The team’s targeted therapy is based on energy production in tumor cells. Cancer cells rely mainly on glycolysis because it requires little energy in order to make energy. During the process of glycolysis, cells produce lactate as a by-product and excrete it using monocarboxylate transporters (MCTs). The drug in question, AZD3695 from AstraZeneca, targets MCT1 molecules on lung cancer cells.
To evaluate the utility of AZD3965, the research team tested seven SCLC cell lines in conditions of normoxia (normal oxygen) and hypoxia (low oxygen), as well as an animal model implanted with tumor cells. After treating tumor cells with AZD3965, the researchers found an increased level of lactate that inhibited growth. The animal tumor model had less tumor growth when treated with AZD3965. These results were published in Clinical Cancer Research.
Beginning the translation to humans, the team also studied tissue explants from 78 SCLC patients. A tissue microarray identified a high level of MCT1 expression in patients with poor prognoses. Dr. Dive stated, “We propose that this drug will be most useful in this subset of patients who have elevated MCT1 levels and need more effective treatments. Our laboratory results are promising and certainly provide encouragement to test this treatment clinically in patients with SCLC.”

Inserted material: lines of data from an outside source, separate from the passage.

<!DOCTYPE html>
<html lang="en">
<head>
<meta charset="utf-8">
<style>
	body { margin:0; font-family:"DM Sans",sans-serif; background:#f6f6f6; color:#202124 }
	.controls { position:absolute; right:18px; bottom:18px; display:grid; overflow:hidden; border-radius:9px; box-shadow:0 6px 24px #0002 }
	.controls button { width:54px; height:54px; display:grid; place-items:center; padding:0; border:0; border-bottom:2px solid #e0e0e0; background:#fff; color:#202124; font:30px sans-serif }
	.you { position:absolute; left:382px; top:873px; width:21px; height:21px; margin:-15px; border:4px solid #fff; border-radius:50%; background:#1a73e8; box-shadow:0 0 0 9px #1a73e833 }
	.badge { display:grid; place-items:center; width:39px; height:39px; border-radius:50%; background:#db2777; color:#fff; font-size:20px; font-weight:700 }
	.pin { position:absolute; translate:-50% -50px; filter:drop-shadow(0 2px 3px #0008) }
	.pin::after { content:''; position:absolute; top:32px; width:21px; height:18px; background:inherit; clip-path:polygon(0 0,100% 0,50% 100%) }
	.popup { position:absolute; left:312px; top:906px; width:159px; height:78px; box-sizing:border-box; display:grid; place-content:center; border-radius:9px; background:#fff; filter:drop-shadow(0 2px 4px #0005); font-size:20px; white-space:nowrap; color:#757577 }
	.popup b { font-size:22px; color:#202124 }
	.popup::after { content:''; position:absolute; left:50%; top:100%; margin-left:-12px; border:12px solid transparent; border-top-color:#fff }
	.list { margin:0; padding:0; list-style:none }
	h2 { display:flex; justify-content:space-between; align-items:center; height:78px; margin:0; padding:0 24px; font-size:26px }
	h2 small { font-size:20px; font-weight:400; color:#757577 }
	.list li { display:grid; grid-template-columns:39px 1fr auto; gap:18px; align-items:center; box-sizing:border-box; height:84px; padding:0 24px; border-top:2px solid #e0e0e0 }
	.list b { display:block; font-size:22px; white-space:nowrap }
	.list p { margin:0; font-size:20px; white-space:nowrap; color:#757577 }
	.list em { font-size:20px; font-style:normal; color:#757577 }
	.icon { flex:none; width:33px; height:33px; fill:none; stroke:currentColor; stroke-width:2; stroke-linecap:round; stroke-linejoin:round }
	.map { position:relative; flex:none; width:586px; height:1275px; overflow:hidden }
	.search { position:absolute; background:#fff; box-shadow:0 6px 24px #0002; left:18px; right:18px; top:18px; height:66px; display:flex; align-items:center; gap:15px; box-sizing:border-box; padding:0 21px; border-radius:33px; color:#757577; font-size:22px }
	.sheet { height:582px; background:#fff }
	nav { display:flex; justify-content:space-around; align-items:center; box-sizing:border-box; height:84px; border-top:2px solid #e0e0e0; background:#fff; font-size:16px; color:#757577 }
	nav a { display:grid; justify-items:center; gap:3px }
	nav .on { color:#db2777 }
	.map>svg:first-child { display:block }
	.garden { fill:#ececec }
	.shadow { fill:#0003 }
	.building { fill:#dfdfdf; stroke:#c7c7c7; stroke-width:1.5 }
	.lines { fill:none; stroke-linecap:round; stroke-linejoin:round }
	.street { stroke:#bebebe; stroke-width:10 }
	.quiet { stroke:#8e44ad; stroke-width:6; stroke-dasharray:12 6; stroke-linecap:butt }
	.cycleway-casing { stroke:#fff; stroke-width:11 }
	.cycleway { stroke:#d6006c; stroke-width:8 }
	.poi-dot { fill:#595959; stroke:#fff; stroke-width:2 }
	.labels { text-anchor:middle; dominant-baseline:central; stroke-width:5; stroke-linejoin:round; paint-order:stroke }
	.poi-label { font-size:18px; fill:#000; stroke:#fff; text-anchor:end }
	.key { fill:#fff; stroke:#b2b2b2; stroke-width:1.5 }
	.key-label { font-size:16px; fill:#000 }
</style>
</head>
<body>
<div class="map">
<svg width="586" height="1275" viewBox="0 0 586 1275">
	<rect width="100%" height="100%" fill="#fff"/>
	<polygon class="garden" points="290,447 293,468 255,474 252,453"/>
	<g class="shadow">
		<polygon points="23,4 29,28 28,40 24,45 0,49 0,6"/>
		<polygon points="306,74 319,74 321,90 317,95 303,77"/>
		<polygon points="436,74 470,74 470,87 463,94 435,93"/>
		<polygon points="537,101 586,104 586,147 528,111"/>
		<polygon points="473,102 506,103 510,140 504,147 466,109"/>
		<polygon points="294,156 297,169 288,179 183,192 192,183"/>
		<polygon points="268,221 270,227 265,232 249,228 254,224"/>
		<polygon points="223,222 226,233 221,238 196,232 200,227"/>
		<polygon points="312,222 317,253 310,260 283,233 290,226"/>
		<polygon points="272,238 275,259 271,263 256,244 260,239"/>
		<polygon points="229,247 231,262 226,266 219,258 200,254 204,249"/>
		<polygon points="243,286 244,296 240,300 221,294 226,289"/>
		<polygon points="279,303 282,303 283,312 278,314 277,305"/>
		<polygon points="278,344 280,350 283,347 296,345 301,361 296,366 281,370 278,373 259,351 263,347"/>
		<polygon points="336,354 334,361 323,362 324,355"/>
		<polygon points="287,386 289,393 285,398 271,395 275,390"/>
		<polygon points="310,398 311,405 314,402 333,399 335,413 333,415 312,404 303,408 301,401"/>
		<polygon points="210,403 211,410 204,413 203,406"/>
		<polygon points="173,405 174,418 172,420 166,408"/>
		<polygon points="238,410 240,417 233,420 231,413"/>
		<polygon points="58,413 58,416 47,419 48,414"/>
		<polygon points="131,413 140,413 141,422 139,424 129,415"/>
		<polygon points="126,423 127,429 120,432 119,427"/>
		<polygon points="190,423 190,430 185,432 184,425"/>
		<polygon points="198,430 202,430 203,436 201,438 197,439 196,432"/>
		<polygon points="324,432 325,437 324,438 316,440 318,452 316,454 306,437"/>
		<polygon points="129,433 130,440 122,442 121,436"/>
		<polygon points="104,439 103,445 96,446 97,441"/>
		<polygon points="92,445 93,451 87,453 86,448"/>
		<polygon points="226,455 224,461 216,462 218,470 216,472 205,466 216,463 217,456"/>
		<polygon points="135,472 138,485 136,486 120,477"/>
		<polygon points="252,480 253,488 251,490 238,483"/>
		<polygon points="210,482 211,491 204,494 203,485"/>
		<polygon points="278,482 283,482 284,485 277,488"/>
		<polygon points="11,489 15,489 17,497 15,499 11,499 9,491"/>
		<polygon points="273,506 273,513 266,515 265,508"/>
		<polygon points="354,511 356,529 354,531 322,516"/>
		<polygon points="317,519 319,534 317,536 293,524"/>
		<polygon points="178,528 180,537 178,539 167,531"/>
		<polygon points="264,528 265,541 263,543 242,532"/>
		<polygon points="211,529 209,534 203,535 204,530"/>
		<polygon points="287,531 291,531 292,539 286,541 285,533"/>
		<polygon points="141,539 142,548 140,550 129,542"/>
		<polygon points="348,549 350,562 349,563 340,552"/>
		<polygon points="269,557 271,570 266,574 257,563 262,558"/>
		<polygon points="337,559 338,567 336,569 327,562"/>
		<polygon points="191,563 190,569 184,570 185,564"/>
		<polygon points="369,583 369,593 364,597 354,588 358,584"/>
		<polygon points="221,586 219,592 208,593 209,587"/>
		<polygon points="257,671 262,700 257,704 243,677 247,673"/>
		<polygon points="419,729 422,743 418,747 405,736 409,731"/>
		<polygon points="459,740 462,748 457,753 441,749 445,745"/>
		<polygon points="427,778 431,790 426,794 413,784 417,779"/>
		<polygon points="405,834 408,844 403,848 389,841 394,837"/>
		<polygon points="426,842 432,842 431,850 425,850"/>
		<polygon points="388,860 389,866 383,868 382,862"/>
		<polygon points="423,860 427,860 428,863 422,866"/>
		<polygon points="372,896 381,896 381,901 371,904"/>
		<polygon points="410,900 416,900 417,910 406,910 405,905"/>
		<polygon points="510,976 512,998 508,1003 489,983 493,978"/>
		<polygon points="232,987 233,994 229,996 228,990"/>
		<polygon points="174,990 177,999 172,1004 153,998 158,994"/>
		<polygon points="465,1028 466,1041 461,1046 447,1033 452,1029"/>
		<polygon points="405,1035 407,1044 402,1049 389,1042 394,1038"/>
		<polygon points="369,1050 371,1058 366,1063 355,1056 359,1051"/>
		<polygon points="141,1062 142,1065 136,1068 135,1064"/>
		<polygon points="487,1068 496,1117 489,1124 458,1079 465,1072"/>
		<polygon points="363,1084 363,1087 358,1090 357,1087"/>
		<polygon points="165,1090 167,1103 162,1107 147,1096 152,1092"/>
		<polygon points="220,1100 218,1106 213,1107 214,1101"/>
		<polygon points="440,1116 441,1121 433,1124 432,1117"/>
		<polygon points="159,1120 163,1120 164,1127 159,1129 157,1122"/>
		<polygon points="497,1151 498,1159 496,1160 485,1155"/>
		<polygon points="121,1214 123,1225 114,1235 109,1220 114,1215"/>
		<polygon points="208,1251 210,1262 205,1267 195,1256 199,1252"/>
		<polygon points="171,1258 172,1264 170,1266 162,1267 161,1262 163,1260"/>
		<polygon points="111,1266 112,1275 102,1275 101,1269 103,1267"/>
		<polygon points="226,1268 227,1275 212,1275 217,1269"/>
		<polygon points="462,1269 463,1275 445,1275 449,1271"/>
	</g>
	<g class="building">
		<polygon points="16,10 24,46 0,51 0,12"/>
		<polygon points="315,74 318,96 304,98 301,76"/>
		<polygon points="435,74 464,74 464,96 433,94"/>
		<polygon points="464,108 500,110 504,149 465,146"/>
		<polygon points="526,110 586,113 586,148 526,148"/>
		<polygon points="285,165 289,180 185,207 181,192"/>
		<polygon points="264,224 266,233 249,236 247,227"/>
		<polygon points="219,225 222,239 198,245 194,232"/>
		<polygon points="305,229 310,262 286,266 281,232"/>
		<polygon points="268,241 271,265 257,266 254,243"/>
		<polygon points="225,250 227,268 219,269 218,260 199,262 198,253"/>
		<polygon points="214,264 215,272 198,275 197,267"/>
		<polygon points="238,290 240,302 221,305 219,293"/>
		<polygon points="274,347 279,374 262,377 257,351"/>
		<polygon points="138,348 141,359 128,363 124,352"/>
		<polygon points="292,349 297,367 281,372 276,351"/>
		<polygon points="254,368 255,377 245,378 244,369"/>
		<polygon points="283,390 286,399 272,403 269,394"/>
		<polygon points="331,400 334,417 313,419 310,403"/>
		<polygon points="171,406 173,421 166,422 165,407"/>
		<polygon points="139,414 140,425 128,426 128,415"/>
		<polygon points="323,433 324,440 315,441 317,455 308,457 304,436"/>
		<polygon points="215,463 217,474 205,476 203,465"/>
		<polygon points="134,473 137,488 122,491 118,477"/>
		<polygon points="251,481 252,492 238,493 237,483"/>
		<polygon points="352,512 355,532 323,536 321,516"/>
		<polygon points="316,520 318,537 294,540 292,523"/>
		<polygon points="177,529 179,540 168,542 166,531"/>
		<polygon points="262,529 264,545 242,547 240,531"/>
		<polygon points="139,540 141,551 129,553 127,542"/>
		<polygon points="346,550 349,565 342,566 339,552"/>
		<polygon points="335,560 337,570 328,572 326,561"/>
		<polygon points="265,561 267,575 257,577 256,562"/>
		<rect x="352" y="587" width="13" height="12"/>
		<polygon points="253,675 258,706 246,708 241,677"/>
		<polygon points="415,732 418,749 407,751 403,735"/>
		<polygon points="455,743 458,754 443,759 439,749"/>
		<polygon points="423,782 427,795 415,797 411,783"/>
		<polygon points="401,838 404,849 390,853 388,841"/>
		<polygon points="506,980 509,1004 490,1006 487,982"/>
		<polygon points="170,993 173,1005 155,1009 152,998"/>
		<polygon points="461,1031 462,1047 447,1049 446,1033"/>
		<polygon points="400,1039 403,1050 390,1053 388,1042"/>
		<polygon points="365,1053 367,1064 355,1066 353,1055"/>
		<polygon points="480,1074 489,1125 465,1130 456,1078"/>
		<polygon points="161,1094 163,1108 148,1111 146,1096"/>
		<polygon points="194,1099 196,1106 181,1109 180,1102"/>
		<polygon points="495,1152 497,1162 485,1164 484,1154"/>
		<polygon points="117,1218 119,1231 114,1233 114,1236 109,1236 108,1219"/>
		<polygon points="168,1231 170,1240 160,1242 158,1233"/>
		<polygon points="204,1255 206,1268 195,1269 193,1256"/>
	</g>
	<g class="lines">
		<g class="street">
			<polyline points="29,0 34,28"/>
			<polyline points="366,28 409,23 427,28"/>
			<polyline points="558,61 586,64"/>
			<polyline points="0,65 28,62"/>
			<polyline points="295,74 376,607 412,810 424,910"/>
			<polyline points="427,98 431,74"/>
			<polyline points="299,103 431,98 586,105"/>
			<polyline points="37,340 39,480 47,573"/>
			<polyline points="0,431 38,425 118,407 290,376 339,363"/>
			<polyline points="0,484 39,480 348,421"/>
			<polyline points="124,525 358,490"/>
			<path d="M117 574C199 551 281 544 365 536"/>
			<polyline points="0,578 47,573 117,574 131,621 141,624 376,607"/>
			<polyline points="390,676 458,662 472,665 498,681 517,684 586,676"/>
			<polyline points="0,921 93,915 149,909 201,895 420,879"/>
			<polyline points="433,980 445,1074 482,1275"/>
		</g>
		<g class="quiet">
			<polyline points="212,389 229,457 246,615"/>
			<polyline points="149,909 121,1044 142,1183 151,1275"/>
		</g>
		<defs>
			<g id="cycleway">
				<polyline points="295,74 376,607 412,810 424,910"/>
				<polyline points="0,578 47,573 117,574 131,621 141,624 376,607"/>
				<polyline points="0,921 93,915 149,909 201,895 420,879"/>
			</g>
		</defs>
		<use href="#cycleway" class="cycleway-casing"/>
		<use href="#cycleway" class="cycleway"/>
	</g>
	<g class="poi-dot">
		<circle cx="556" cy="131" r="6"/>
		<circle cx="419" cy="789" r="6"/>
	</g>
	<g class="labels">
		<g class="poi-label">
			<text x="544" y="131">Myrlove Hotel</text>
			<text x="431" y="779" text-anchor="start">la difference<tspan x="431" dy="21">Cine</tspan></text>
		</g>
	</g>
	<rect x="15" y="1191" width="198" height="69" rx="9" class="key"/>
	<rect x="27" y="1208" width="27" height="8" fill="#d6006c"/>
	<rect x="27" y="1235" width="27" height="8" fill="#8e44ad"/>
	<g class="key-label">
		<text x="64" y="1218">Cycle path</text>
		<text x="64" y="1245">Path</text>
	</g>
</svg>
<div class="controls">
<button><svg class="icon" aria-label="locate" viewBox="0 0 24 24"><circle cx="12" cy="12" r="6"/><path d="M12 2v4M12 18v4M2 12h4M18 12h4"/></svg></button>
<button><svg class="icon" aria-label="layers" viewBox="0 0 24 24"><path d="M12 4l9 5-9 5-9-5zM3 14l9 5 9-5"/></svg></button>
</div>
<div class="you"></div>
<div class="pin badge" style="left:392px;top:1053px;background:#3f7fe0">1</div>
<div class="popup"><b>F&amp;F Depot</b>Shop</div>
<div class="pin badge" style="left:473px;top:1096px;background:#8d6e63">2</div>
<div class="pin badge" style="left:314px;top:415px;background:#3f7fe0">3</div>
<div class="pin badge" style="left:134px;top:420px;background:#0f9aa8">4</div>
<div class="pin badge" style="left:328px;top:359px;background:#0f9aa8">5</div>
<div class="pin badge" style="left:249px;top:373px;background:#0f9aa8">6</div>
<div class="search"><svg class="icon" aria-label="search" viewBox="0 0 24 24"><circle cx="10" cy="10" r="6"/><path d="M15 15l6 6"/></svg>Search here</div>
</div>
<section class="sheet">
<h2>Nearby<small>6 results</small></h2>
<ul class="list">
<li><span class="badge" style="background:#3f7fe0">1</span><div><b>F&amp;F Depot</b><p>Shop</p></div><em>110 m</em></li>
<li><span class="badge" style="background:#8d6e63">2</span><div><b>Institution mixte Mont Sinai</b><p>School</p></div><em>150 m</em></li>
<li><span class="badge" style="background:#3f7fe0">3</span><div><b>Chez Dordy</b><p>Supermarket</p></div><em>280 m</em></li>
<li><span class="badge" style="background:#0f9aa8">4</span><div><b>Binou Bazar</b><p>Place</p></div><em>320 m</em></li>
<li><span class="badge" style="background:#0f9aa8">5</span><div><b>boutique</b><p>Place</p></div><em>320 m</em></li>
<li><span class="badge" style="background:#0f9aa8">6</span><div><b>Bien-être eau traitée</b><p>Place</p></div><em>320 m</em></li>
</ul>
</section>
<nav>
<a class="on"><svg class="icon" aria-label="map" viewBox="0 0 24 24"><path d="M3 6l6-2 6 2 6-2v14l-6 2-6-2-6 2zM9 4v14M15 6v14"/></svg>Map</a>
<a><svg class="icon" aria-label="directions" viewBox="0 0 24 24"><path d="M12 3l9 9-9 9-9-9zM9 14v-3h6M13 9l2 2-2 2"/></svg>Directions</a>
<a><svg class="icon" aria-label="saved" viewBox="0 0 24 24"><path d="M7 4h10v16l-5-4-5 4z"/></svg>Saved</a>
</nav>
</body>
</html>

Added Susan Galbraith, head of the oncology innovative medicines unit at AstraZeneca, “Targeting tumor cell metabolism represents a novel and exciting approach, and we are delighted to be working with The University of Manchester and Cancer Research UK to investigate the utility of AZD3965 as a potential novel cancer treatment.”
According to Dr. Dive, “This new drug–AZD3965–is currently in clinical trials, but it has not yet been tested in small cell lung cancer.”